| Task goal |
From the first line to the last, return the data exactly as written.

| Recorded data |
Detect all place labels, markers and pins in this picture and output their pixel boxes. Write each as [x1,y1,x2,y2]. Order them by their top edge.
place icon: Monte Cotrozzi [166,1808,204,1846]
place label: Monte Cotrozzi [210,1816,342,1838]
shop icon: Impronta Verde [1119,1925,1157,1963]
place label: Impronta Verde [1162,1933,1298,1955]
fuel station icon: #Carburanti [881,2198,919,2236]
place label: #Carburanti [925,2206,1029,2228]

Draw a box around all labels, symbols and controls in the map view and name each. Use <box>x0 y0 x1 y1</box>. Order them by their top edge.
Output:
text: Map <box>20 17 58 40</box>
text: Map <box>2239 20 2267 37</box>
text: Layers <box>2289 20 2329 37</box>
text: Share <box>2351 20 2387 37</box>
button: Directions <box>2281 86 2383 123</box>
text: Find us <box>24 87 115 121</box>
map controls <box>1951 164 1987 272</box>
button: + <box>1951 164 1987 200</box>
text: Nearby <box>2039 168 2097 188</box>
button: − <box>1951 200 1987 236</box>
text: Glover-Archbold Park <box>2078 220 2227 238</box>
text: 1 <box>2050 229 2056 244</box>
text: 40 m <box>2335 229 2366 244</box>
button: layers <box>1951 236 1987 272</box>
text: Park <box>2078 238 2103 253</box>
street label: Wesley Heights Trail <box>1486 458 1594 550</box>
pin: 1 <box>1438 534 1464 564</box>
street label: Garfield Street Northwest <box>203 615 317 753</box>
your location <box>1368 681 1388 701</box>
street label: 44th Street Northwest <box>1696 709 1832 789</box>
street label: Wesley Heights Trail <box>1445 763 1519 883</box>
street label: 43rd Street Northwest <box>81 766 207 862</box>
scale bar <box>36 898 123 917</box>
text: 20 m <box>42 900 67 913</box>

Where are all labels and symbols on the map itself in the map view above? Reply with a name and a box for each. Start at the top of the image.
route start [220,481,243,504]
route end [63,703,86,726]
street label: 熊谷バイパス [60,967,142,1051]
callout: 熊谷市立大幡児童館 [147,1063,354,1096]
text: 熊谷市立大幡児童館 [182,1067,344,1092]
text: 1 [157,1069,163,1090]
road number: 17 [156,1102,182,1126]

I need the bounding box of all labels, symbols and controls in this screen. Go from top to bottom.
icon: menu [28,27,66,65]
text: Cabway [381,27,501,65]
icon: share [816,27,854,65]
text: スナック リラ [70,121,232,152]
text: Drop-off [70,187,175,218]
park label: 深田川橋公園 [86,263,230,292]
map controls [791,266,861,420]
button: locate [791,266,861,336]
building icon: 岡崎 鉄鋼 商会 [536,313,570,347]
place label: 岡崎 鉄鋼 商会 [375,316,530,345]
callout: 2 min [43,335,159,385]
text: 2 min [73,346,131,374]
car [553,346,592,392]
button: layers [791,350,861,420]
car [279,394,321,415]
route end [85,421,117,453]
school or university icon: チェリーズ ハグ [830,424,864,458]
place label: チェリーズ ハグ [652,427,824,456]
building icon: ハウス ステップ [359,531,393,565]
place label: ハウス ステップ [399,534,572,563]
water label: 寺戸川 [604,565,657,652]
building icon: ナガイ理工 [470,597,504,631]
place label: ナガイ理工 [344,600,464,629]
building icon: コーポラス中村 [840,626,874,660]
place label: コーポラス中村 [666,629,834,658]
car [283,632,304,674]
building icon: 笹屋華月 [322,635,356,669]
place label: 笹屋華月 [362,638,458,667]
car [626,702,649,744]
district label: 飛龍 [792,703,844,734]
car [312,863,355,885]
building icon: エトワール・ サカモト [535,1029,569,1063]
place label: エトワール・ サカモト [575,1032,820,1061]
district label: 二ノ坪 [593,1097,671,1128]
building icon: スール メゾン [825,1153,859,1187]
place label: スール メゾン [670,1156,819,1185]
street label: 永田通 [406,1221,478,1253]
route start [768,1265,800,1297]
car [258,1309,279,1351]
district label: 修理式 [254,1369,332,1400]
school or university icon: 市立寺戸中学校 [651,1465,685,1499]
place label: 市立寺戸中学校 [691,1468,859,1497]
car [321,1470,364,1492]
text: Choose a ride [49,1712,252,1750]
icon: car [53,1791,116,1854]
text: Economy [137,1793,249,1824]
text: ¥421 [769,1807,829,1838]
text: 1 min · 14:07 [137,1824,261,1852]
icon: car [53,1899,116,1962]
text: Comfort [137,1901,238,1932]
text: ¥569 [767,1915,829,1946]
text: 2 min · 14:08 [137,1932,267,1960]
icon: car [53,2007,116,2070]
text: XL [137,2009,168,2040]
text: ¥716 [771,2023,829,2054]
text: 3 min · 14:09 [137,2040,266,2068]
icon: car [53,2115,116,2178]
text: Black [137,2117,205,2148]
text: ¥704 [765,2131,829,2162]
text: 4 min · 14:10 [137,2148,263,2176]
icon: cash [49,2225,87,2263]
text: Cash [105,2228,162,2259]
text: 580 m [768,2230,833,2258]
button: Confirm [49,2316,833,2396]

| Solution to the problem |
Detect all place labels, markers and pins in this picture and output their pixel boxes. Write each as [x1,y1,x2,y2]. Order them by their top edge.
place icon: Monte Cotrozzi [166,1808,204,1846]
place label: Monte Cotrozzi [210,1816,342,1838]
shop icon: Impronta Verde [1119,1925,1157,1963]
place label: Impronta Verde [1162,1933,1298,1955]
fuel station icon: #Carburanti [881,2198,919,2236]
place label: #Carburanti [925,2206,1029,2228]

Draw a box around all labels, symbols and controls in the map view and name each. Use <box>x0 y0 x1 y1</box>. Order them by their top edge.
Output:
text: Map <box>20 17 58 40</box>
text: Map <box>2239 20 2267 37</box>
text: Layers <box>2289 20 2329 37</box>
text: Share <box>2351 20 2387 37</box>
button: Directions <box>2281 86 2383 123</box>
text: Find us <box>24 87 115 121</box>
map controls <box>1951 164 1987 272</box>
button: + <box>1951 164 1987 200</box>
text: Nearby <box>2039 168 2097 188</box>
button: − <box>1951 200 1987 236</box>
text: Glover-Archbold Park <box>2078 220 2227 238</box>
text: 1 <box>2050 229 2056 244</box>
text: 40 m <box>2335 229 2366 244</box>
button: layers <box>1951 236 1987 272</box>
text: Park <box>2078 238 2103 253</box>
street label: Wesley Heights Trail <box>1486 458 1594 550</box>
pin: 1 <box>1438 534 1464 564</box>
street label: Garfield Street Northwest <box>203 615 317 753</box>
your location <box>1368 681 1388 701</box>
street label: 44th Street Northwest <box>1696 709 1832 789</box>
street label: Wesley Heights Trail <box>1445 763 1519 883</box>
street label: 43rd Street Northwest <box>81 766 207 862</box>
scale bar <box>36 898 123 917</box>
text: 20 m <box>42 900 67 913</box>

Where are all labels and symbols on the map itself in the map view above? Reply with a name and a box for each. Start at the top of the image.
route start [220,481,243,504]
route end [63,703,86,726]
street label: 熊谷バイパス [60,967,142,1051]
callout: 熊谷市立大幡児童館 [147,1063,354,1096]
text: 熊谷市立大幡児童館 [182,1067,344,1092]
text: 1 [157,1069,163,1090]
road number: 17 [156,1102,182,1126]

I need the bounding box of all labels, symbols and controls in this screen. Go from top to bottom.
icon: menu [28,27,66,65]
text: Cabway [381,27,501,65]
icon: share [816,27,854,65]
text: スナック リラ [70,121,232,152]
text: Drop-off [70,187,175,218]
park label: 深田川橋公園 [86,263,230,292]
map controls [791,266,861,420]
button: locate [791,266,861,336]
building icon: 岡崎 鉄鋼 商会 [536,313,570,347]
place label: 岡崎 鉄鋼 商会 [375,316,530,345]
callout: 2 min [43,335,159,385]
text: 2 min [73,346,131,374]
car [553,346,592,392]
button: layers [791,350,861,420]
car [279,394,321,415]
route end [85,421,117,453]
school or university icon: チェリーズ ハグ [830,424,864,458]
place label: チェリーズ ハグ [652,427,824,456]
building icon: ハウス ステップ [359,531,393,565]
place label: ハウス ステップ [399,534,572,563]
water label: 寺戸川 [604,565,657,652]
building icon: ナガイ理工 [470,597,504,631]
place label: ナガイ理工 [344,600,464,629]
building icon: コーポラス中村 [840,626,874,660]
place label: コーポラス中村 [666,629,834,658]
car [283,632,304,674]
building icon: 笹屋華月 [322,635,356,669]
place label: 笹屋華月 [362,638,458,667]
car [626,702,649,744]
district label: 飛龍 [792,703,844,734]
car [312,863,355,885]
building icon: エトワール・ サカモト [535,1029,569,1063]
place label: エトワール・ サカモト [575,1032,820,1061]
district label: 二ノ坪 [593,1097,671,1128]
building icon: スール メゾン [825,1153,859,1187]
place label: スール メゾン [670,1156,819,1185]
street label: 永田通 [406,1221,478,1253]
route start [768,1265,800,1297]
car [258,1309,279,1351]
district label: 修理式 [254,1369,332,1400]
school or university icon: 市立寺戸中学校 [651,1465,685,1499]
place label: 市立寺戸中学校 [691,1468,859,1497]
car [321,1470,364,1492]
text: Choose a ride [49,1712,252,1750]
icon: car [53,1791,116,1854]
text: Economy [137,1793,249,1824]
text: ¥421 [769,1807,829,1838]
text: 1 min · 14:07 [137,1824,261,1852]
icon: car [53,1899,116,1962]
text: Comfort [137,1901,238,1932]
text: ¥569 [767,1915,829,1946]
text: 2 min · 14:08 [137,1932,267,1960]
icon: car [53,2007,116,2070]
text: XL [137,2009,168,2040]
text: ¥716 [771,2023,829,2054]
text: 3 min · 14:09 [137,2040,266,2068]
icon: car [53,2115,116,2178]
text: Black [137,2117,205,2148]
text: ¥704 [765,2131,829,2162]
text: 4 min · 14:10 [137,2148,263,2176]
icon: cash [49,2225,87,2263]
text: Cash [105,2228,162,2259]
text: 580 m [768,2230,833,2258]
button: Confirm [49,2316,833,2396]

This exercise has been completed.